Winter’s Orbit – Everina Maxwell

I received a free e-copy in exchange for an honest review.

But honestly, I already knew I would like it, as I’d read an earlier version on AO3. This rewrite preserves all the best elements of this sci-fi-romance-thriller mashup, while adding an overarching galactic politics plot that adds extra pressure to our heroes’ personal issues.

Jainan is a diplomatic representative from a vassal planet in a space empire, sealing the deal with marriage to an imperial prince. His previous partner just died in a suspicious accident, and with the faceless Auditor of the inter-galactic government potentially about to revoke the empire’s link to the rest of the galaxy, there’s a lot of pressure on him and his new husband, Prince Kiem, to be perfect and unsuspicious.

Only Jainan’s previous marriage was not what it seemed, and the fallout is throwing off all his and Kiem’s efforts to forge a partnership. Plus, the people behind the “accident” may be planning something even worse, with multi-planet implications. If Jainan and Kiem can’t solve the mystery before the Auditor pulls the plug on their link, both their planets are doomed.

Maxwell excels at psychological observation and manages a complex feat with Kiem, who views himself as irresponsible and stupid due to past actions and the distrust of people around him, but is actually a very perceptive people-person when it comes down to it. Both the main characters are very likable in their different ways, with Jainan convinced that he must do his duty whatever it costs him personally while Kiem sees that people as individuals also matter and can’t be sacrificed to politics.

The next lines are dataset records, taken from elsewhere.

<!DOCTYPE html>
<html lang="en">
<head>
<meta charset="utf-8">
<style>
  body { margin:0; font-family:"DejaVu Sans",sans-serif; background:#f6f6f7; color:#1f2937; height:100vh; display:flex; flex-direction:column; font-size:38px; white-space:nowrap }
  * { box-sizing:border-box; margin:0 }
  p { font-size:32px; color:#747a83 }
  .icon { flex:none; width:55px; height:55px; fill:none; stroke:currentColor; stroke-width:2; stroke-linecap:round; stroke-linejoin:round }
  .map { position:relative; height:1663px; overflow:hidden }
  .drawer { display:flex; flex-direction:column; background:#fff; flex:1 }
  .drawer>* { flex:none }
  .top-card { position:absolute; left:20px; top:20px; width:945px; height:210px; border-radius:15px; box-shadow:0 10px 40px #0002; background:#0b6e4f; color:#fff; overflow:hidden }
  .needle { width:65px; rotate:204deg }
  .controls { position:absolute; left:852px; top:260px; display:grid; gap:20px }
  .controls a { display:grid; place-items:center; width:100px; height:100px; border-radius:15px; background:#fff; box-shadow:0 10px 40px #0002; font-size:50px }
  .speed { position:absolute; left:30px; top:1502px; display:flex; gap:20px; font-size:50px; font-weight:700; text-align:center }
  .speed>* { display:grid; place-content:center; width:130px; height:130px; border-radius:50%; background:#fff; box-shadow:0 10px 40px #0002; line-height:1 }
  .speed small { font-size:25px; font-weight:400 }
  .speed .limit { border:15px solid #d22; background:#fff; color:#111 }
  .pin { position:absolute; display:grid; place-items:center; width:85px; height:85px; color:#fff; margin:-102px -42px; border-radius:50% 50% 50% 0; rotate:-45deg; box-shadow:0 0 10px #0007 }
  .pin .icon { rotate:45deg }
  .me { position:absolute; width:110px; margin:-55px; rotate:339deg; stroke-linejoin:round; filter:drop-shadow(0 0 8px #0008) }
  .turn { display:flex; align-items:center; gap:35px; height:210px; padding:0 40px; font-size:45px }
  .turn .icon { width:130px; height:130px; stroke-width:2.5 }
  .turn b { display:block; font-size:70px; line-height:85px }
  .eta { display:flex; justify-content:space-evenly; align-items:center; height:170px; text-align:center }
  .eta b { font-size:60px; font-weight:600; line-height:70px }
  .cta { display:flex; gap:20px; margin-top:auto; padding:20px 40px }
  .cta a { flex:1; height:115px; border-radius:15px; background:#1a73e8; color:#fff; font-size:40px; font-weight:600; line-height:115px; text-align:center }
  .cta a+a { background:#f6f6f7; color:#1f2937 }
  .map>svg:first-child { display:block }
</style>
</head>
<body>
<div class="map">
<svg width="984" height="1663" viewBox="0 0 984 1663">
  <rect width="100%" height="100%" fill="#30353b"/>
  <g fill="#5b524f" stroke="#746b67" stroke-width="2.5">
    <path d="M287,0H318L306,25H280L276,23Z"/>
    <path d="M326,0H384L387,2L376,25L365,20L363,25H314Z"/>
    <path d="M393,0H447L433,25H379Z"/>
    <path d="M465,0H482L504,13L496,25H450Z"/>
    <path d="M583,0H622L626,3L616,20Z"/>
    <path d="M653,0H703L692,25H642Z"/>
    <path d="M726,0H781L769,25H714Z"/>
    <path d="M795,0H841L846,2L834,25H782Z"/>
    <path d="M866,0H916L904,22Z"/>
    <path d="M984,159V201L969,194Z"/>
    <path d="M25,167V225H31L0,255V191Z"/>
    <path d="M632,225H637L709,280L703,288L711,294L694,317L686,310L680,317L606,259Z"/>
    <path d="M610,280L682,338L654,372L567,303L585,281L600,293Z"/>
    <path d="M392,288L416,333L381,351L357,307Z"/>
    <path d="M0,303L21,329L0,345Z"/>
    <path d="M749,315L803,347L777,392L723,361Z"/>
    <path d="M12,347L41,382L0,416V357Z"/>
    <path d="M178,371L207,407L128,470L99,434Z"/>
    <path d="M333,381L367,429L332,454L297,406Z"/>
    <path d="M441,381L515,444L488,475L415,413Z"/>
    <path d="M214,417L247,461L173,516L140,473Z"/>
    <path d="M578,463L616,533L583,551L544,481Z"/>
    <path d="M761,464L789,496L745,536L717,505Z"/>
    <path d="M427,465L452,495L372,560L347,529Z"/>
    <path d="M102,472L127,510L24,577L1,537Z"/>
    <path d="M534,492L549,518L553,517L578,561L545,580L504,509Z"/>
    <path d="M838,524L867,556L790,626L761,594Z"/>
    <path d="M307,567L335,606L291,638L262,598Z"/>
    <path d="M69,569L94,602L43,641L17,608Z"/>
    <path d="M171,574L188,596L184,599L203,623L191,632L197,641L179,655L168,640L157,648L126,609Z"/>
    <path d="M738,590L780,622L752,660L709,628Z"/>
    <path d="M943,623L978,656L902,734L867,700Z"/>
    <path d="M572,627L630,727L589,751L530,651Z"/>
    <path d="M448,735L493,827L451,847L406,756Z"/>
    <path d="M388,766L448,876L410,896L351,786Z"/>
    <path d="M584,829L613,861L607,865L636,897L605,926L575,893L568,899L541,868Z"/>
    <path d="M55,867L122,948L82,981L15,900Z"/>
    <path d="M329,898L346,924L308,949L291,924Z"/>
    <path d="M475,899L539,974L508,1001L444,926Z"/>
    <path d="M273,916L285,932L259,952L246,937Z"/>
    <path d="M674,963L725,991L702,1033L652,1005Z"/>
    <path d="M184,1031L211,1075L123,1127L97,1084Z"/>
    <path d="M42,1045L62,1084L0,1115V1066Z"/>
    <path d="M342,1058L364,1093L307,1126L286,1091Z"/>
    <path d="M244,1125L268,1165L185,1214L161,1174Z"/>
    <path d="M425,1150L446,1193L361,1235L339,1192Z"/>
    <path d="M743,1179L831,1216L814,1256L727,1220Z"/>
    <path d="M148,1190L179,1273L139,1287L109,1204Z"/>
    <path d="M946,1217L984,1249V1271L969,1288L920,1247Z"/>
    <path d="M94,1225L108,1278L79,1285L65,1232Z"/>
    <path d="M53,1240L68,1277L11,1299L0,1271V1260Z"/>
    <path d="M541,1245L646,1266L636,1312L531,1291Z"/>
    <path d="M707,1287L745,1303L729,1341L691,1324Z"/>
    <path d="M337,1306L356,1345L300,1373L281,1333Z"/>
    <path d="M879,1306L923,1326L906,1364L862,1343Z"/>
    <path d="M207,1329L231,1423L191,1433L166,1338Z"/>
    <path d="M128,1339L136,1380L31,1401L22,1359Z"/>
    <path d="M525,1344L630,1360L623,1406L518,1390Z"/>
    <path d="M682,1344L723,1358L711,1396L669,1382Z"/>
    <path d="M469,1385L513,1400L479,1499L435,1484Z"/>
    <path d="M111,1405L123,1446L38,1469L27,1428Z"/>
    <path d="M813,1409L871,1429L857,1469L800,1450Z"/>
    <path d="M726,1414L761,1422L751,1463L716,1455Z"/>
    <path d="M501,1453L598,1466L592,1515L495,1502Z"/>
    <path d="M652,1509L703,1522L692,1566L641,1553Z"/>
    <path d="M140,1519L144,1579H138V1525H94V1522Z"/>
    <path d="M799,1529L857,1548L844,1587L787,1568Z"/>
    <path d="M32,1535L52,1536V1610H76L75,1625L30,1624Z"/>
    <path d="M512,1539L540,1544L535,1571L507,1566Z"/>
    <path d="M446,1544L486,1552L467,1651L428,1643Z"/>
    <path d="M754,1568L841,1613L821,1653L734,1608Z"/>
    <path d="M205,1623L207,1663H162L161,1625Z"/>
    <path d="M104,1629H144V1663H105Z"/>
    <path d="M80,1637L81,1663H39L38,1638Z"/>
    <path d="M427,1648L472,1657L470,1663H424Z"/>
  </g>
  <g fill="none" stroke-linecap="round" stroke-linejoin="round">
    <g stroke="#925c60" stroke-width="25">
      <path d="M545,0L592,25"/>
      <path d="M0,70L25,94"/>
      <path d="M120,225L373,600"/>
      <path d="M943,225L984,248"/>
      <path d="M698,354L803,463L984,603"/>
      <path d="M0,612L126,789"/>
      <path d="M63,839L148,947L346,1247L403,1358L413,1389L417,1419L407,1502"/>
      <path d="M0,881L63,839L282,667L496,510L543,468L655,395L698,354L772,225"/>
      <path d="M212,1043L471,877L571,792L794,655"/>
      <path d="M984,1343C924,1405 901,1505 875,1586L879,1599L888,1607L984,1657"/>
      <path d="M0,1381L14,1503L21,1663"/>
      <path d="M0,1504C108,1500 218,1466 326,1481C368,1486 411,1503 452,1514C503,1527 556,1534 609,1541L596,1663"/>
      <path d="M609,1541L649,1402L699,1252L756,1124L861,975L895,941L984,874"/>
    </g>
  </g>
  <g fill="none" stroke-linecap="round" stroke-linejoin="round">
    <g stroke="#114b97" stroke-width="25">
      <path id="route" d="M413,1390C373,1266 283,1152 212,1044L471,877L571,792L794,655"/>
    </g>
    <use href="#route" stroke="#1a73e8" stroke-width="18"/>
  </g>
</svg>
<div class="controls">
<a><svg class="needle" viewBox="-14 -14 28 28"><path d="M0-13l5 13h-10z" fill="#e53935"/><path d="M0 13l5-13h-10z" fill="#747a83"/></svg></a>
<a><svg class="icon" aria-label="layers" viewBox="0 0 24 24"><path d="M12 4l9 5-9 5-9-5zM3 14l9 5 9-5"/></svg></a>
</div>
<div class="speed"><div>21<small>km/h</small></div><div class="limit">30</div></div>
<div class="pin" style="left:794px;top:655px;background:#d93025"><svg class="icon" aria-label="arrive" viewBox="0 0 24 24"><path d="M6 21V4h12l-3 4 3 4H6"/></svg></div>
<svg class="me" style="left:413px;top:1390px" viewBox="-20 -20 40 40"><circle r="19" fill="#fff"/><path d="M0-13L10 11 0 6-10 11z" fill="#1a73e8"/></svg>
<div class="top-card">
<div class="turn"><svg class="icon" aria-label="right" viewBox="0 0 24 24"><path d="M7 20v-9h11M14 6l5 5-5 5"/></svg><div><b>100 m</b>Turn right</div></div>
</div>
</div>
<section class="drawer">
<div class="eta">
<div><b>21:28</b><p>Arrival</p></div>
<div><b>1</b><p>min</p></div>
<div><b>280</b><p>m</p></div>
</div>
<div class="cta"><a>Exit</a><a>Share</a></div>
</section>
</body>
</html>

The worldbuilding is very fleshed-out compared to the earlier version, and I loved the little details about the planet’s killer birds and the potentially alien “remnants,” artifacts with mysterious psychological powers. It’s also more self-aware about imperialism than it’s past incarnation, I think. I will say that if you read this as either pure sci-fi or pure romance, you will find a lot of stuff irrelevant to either genre–but embrace the mash-up and this is really well put-together.

Content warnings for torture and domestic violence.